I think this may be a result of where I usually gravitate towards in each class, which is usually the back corner, but yes -- there seems to be a pattern of "repelling" people from sitting near me. In two of my classes currently I have empty seats one over on every side of me. The ones where people are near me, it is only because of limited space. Actually, in one of my animation classes I often (but not always) sit alone on the side (there are two major tables in the center, and then extra seats against the wall, which I sit in). Similarly, I am always left alone for group projects. Even in college, I'm the one kid left at the bottom of the barrel, that another existing group, out of pity or the teacher's demand, must adopt.

I just don't think I am a very approachable person.
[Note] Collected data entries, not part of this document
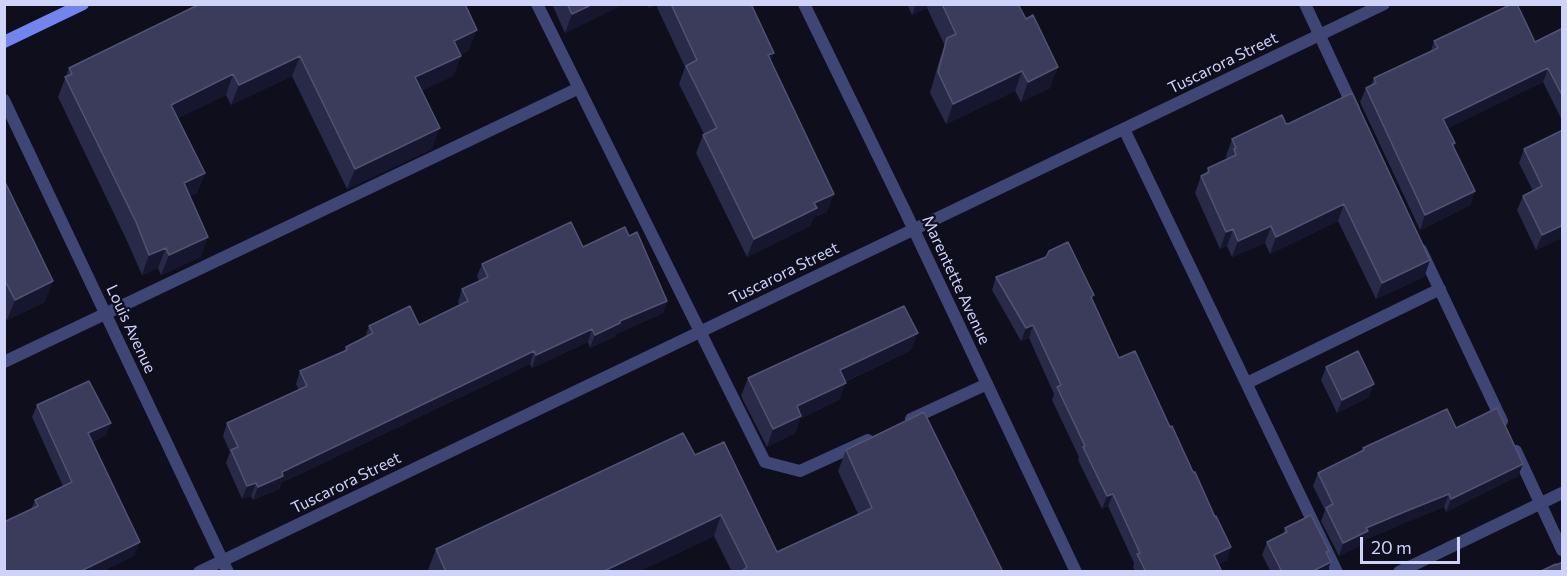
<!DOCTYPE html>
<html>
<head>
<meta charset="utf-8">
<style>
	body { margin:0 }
	#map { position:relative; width:1567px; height:576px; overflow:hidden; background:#0e0e1c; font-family:Commissioner,sans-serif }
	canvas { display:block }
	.frame { position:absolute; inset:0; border:6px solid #cfd2f9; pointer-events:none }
	.scale { position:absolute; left:1360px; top:537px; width:100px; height:27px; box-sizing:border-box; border:3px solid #cfd2f9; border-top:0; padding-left:8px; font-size:18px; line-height:21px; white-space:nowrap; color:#cfd2f9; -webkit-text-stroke:4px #0e0e1c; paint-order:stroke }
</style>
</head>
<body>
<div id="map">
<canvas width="1567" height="576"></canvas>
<div class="frame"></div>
<div class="scale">20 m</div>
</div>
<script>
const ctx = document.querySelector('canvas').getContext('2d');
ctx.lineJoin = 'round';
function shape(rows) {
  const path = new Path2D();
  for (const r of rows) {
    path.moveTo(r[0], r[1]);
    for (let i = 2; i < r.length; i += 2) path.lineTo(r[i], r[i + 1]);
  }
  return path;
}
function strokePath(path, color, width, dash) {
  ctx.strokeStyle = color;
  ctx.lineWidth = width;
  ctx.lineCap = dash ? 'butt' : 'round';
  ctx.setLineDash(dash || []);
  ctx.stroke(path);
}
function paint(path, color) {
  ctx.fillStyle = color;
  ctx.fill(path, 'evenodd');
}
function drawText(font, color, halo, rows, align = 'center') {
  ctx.font = font + ' Commissioner,sans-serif';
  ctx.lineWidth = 4.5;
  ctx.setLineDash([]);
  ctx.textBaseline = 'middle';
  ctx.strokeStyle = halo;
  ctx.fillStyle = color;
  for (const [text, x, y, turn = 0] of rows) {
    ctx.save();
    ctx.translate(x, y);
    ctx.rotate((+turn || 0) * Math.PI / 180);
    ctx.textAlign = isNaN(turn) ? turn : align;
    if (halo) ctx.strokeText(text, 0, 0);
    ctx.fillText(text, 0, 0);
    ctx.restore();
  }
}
const service = shape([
	[537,4,765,462,800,471,868,440],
	[1305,4,1354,109],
	[1124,129,1337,572],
	[1421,250,1502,421],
	[4,362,579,88],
	[1247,383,1440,289],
	[911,419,987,384],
	[1516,451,1562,550]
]);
const minor = shape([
	[804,4,905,211,1076,572],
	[4,100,228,572],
	[199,572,1384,4],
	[1399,572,1562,493]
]);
const secondary = shape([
	[4,42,83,4]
]);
const wall = shape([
	[200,4,469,50,460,55,461,56,453,76,421,91,432,149,347,189,292,76,231,105,226,95,178,118,205,173,197,193,190,196,201,257,161,275,158,268,142,275,128,243,58,97,69,68],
	[552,4,624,4,565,33],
	[647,4,751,4,771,61,827,212,813,218,810,226,747,257,696,153,703,135,704,134,679,84,685,67,656,5,649,8],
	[907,4,1018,4,1050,88,1021,102,1015,91,946,124,930,93,940,58,945,46,927,8,912,15],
	[1563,28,1563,122,1543,82,1448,128,1455,143,1454,147,1475,191,1470,205,1420,230,1360,102,1366,88,1371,85,1374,78,1431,51,1434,41,1535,42],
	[1286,124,1430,260,1424,277,1376,299,1338,221,1270,254,1265,243,1232,257,1227,246,1220,249,1195,193,1201,176,1206,174,1208,168,1227,159,1226,156,1232,139],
	[1563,130,1563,237,1536,250,1517,210,1523,196,1533,191,1519,163,1524,149],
	[4,180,45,302,7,320,4,315],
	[629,236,667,301,663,313,616,334,616,336,590,348,588,342,532,368,530,364,281,483,279,489,253,500,251,496,242,499,226,463,230,452,223,436,227,423,299,390,296,384,300,371,344,351,346,347,365,337,369,326,419,325,459,305,458,302,462,289,479,281,477,276,482,264,583,247],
	[1046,257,1092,299,1119,358,1170,427,1215,517,1231,547,1227,560,1218,564,1222,572,1135,572,1133,567,1134,563,1108,506,1102,509,1078,460,1079,457,1052,400,1054,394,1029,338,1021,341,992,290,996,277],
	[911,350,845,382,839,400,800,419,795,433,767,447,741,396,748,378],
	[1326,367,1369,397,1337,413,1321,380],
	[37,405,106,435,92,442,135,555,101,572,4,572,35,500,63,486,32,417],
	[1456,428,1523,464,1518,476,1446,512,1444,507,1404,523,1365,540,1363,544,1339,556,1321,521,1325,510,1313,486,1318,473,1362,450,1363,448],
	[846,450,1003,572,732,572,714,536,638,572,429,572,428,570,436,549,695,455,777,552,858,514,838,471],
	[1285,528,1327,555,1327,572,1271,572,1262,555,1267,542,1283,534]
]);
const shadedWall = shape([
	[593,4,624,4,565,33,572,14],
	[651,4,656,4,649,8],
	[916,4,928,4,927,8,912,15],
	[477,30,469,50,446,62,454,41],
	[774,53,768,71,768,55],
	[300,56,292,76,231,105,239,85],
	[461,56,453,76,407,98,415,77],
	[1058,67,1050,88,1021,102,1028,82],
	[1548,68,1543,82,1438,133,1443,119],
	[1022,71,1015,91,946,124,953,104],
	[233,74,226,95,164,125,171,105],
	[440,128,432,149,347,189,355,169],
	[205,173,197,193,177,203,184,183],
	[1475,191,1470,205,1420,230,1425,215],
	[834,194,827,212,813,218,810,226,747,257,754,239,814,203],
	[1344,204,1338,221,1270,254,1276,237],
	[1563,225,1563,237,1536,250,1542,235],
	[1271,226,1265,243,1232,257,1238,241],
	[1233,229,1227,246,1220,249,1226,232],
	[208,237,201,257,161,275,169,255],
	[166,248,158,268,142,275,149,255],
	[1430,260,1424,277,1376,299,1382,283],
	[53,281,45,302,7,320,15,300],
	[667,301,663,313,616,334,616,336,590,348,595,335,620,321],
	[1033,325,1029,338,1021,341,1026,328],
	[592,329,588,342,532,368,536,355],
	[918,333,911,350,833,387,840,370],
	[534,351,530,364,314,467,281,483,279,489,253,500,258,487,282,472],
	[846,383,839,400,800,419,795,433,767,447,773,429,797,406],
	[1374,384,1369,397,1337,413,1342,400],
	[111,423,106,435,83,446,88,433],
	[1523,464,1518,476,1446,512,1451,499],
	[256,483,251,496,242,499,247,486],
	[1113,494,1108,506,1102,509,1107,496],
	[1449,494,1444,507,1404,523,1365,540,1363,544,1339,556,1343,543,1366,528,1409,510],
	[721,515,714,536,638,572,602,572],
	[140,542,135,555,101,572,79,572],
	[1231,547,1227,560,1209,568,1214,555],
	[1331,562,1327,572,1311,572]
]);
const building = shape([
	[200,4,465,4,477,30,454,41,461,56,415,77,440,128,355,169,300,56,239,85,233,74,171,105,205,173,184,183,208,237,169,255,166,248,149,255,136,222,65,77,72,74,69,68,200,4],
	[567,4,593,4,572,14,567,4],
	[671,4,751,4,774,53,768,55,834,194,814,203,817,208,754,239,703,135,717,128,686,66,697,60,671,4],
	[942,4,1018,4,1026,19,1033,15,1058,67,1028,82,1022,71,953,104,938,72,947,38,956,34,942,4],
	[1512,4,1517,4,1535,42,1563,28,1563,97,1548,68,1443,119,1455,143,1452,144,1475,191,1425,215,1366,88,1376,83,1374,78,1438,48,1434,41,1512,4],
	[1352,93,1430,260,1382,283,1344,204,1276,237,1271,226,1238,241,1233,229,1226,232,1201,176,1209,172,1208,168,1236,155,1234,149,1236,148,1232,139,1282,115,1286,124,1290,123,1352,93],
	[1563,130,1563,225,1542,235,1523,196,1542,186,1524,149,1563,130],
	[4,180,53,281,15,300,4,279,4,180],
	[571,222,583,247,625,227,629,236,637,232,667,301,620,321,620,323,595,335,592,329,536,355,534,351,282,472,283,476,258,487,256,483,247,486,231,450,238,447,227,423,307,386,300,371,347,350,346,347,373,333,369,326,410,306,419,325,468,301,462,289,488,277,482,264,571,222],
	[1068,242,1087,281,1094,295,1091,297,1119,358,1135,351,1170,427,1172,426,1193,472,1195,472,1215,517,1216,516,1231,547,1214,555,1222,572,1146,572,1137,554,1140,553,1113,494,1107,496,1083,447,1085,446,1057,387,1061,385,1033,325,1026,328,996,277,1046,257,1049,251,1068,242],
	[904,306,918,333,840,370,846,383,797,406,801,416,773,429,748,378,904,306],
	[1358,351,1374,384,1342,400,1326,367,1358,351],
	[89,381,111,423,88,433,140,542,79,572,4,572,4,522,38,506,35,500,72,482,37,405,89,381],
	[1497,408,1523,464,1451,499,1449,494,1409,510,1366,528,1368,531,1343,543,1326,508,1333,504,1318,473,1364,450,1363,448,1447,409,1456,428,1497,408],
	[924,412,1003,572,744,572,743,570,747,567,721,515,602,572,446,572,436,549,683,433,695,455,724,442,777,552,872,508,846,450,924,412],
	[1311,515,1329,551,1326,552,1331,562,1311,572,1282,572,1267,542,1287,532,1285,528,1311,515],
	[1563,562,1563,572,1539,572,1556,564,1556,565,1563,562]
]);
const streetNames = [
	["Tuscarora Street",1223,63,-26],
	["Tuscarora Street",784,273,-26],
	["Marentette Avenue",956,280,65],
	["Louis Avenue",131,329,65],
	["Tuscarora Street",346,483,-26]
];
strokePath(service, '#3f4676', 12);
strokePath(minor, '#3f4676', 12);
strokePath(secondary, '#7284ee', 12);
paint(wall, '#292948');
paint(shadedWall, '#17162f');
paint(building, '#3b3b5b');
strokePath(building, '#525374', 1.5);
drawText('16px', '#cfd2f9', '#0e0e1c', streetNames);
</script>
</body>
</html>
At this point, I almost don't want to talk to anyone, so I give off this aura of "don't bother me" by avoiding eye contact and maintaining a straight face. I kind of like it when no one is near me. I like sitting on ends or in corners where no one can angle their head slightly and watch me or hear me breathing. It creeps me out and only makes my anxiety a thousand times worse, to the point I have completely lost focus on the material I am supposed to be learning.


----------



## TheCanadian1

I don't get it... what is uninviting about me!
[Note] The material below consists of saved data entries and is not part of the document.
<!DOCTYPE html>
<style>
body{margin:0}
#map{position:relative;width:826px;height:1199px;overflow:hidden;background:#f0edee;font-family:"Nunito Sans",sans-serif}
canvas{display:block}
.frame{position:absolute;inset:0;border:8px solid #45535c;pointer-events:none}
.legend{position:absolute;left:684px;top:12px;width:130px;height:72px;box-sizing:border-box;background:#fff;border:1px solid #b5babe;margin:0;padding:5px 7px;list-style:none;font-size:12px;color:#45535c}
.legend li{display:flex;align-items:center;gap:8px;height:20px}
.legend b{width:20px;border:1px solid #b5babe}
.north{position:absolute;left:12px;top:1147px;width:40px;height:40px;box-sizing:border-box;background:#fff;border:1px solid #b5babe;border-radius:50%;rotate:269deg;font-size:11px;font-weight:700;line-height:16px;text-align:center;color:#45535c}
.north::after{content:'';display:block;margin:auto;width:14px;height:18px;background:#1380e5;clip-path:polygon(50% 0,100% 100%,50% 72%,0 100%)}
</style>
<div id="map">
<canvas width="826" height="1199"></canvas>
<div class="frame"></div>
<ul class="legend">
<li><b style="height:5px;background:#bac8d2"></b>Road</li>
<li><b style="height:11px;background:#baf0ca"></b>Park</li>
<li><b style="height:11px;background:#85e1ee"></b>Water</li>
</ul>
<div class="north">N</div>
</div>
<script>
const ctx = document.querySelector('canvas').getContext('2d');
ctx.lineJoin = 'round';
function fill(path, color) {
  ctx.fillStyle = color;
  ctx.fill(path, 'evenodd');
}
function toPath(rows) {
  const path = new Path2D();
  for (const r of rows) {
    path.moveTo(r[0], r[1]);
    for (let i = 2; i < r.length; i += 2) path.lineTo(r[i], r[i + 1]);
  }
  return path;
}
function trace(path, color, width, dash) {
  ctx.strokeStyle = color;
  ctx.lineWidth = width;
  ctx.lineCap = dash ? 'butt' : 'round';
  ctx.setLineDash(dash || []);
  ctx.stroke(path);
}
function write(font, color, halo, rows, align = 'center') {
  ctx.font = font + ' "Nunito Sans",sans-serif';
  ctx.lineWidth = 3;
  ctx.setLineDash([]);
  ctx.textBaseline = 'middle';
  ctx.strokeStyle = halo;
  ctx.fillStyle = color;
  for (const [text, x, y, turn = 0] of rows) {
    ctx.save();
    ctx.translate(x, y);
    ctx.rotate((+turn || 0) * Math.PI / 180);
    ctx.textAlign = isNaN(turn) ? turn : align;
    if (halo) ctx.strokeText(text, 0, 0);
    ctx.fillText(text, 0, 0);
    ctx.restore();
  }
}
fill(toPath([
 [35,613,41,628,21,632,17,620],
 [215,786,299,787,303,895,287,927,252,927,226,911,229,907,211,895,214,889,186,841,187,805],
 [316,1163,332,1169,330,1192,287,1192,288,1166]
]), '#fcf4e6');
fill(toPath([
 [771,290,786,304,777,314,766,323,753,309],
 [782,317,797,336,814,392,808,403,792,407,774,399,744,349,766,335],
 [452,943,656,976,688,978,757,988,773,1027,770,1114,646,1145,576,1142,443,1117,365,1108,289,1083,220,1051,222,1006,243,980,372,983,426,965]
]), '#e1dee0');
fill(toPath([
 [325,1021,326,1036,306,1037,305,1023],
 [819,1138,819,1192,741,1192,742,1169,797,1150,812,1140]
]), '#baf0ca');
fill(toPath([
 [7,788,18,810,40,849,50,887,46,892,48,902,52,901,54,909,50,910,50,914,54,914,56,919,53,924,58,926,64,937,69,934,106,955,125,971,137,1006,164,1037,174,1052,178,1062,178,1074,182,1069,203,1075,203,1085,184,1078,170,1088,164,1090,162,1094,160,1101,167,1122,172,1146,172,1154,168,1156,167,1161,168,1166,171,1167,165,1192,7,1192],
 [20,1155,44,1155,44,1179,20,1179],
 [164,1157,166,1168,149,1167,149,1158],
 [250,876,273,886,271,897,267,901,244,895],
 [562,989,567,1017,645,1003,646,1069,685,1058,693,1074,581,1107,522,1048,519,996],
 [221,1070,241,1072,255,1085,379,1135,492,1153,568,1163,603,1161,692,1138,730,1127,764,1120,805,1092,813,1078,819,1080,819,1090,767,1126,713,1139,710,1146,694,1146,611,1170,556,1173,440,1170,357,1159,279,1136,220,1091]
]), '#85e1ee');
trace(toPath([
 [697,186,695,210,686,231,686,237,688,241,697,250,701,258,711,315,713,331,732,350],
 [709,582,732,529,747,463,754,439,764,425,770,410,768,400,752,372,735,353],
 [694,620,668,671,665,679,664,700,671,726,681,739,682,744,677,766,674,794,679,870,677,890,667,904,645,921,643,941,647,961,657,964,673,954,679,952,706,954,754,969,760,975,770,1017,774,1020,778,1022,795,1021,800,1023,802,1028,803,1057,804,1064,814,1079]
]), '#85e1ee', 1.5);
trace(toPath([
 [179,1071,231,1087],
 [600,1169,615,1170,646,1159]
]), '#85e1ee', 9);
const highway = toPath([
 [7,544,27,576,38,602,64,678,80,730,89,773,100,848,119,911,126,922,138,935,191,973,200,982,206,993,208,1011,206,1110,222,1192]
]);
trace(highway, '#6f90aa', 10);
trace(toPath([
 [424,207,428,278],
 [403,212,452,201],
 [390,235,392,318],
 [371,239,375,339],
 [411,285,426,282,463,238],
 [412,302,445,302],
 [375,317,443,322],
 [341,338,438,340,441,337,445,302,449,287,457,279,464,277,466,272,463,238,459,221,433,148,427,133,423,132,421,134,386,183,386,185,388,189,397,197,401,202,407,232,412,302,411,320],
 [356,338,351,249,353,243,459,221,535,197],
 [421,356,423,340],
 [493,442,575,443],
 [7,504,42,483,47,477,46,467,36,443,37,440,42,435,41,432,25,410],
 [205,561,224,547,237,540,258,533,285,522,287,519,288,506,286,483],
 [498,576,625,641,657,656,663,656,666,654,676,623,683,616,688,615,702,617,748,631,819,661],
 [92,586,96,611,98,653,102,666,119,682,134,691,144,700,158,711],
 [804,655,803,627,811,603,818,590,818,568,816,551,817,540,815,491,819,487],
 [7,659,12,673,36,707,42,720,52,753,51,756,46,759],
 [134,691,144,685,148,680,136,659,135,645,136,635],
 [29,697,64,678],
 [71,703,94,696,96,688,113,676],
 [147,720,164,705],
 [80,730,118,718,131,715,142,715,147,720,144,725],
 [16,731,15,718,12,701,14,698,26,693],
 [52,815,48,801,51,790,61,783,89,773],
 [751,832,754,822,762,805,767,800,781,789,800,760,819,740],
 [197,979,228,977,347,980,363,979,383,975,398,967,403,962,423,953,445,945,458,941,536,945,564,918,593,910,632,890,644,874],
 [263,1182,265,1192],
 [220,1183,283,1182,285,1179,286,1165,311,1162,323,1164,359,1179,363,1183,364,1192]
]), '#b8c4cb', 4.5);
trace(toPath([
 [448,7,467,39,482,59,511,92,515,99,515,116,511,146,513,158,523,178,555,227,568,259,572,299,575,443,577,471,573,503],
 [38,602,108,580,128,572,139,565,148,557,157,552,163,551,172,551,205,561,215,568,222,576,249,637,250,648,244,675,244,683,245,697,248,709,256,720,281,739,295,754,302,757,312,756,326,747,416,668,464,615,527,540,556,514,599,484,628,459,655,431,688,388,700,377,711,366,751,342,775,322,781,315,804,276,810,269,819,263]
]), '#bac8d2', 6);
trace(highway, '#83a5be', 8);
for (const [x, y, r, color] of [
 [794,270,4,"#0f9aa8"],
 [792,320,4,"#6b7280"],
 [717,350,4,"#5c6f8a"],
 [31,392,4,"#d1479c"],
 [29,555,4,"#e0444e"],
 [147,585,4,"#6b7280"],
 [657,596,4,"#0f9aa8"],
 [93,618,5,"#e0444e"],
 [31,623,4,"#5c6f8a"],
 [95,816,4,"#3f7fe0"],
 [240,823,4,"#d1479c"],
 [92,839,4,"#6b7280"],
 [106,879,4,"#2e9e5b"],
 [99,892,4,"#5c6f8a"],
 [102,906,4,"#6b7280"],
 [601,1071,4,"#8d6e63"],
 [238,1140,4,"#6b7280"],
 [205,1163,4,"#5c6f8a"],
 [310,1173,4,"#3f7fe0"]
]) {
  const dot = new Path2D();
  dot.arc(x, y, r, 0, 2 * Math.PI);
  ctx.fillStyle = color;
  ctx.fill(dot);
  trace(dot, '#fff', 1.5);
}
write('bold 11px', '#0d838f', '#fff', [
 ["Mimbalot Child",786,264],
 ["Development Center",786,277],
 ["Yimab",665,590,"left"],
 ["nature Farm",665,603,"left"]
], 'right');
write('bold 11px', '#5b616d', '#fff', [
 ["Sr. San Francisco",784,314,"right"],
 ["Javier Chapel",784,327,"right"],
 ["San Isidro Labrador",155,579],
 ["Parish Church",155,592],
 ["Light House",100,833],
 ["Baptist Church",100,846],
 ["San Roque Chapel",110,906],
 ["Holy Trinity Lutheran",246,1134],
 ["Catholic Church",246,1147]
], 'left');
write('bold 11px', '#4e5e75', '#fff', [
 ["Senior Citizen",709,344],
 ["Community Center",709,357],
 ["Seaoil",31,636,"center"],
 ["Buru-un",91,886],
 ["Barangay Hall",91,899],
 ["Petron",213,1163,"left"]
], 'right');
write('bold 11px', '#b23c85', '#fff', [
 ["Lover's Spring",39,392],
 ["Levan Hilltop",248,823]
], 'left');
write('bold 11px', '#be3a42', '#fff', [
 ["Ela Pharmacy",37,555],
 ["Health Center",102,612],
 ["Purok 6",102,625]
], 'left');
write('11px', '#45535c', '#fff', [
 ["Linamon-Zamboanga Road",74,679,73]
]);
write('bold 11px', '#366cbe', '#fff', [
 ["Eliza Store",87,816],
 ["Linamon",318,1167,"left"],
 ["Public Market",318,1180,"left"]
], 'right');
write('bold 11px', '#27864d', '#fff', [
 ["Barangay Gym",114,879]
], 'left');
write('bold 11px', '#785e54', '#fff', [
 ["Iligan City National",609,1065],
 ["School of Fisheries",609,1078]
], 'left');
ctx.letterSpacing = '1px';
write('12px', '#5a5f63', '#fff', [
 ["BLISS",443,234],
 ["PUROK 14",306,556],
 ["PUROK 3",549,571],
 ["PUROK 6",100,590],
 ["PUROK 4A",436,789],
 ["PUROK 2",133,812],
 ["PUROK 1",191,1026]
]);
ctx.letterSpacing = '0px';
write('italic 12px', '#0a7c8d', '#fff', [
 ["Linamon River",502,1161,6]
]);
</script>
I smile, I sit so I'm not "closed off", I look around.... I say hi to people --- but NO sits by my and no one really talks to me.... Some rare days yes, but not often...

So what is it? Is it because people feel they don't know me? Do they think I'm not interested in talking? 

The people who have sat by me, move next class... All I do is pay attention, take my notes... Sit at the front. It's frustrating...


----------



## Irvy

They would not want to be near you if you're not their friends, can't really do anything about it


----------



## fauzdar65

this one guy always does...but i dont like him..at all...anyone else but him...
But strange thing is ,when he's not around ,then no else cares about me and then i wish that he was there...


----------



## enigm

I'd sit with ya'll


----------



## Imbored21

This happens to me a lot. I guess I give off "f-off vibes."


----------



## T Studdly

No one likes sitting near me, no one ever did, so i'm use to it.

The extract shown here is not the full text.